### To do
Filter the records below and copy every line containing the word "Route".

### Extracted data

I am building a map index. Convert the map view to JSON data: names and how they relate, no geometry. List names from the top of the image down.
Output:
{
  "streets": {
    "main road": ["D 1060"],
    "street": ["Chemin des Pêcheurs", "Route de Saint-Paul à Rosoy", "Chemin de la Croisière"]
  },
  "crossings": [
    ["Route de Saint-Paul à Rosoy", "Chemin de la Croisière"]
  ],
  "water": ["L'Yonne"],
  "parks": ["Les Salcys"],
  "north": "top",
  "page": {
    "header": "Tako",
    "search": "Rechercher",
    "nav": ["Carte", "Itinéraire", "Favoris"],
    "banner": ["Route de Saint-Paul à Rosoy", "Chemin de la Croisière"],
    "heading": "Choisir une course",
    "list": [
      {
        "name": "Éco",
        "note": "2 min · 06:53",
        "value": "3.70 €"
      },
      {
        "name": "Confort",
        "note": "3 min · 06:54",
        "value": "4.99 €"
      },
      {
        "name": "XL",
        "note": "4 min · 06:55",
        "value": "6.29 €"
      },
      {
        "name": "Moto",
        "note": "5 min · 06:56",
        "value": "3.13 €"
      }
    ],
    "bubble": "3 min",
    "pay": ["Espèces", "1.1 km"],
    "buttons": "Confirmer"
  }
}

### Answer to the exercise
    "street": ["Chemin des Pêcheurs", "Route de Saint-Paul à Rosoy", "Chemin de la Croisière"]
    ["Route de Saint-Paul à Rosoy", "Chemin de la Croisière"]
    "banner": ["Route de Saint-Paul à Rosoy", "Chemin de la Croisière"],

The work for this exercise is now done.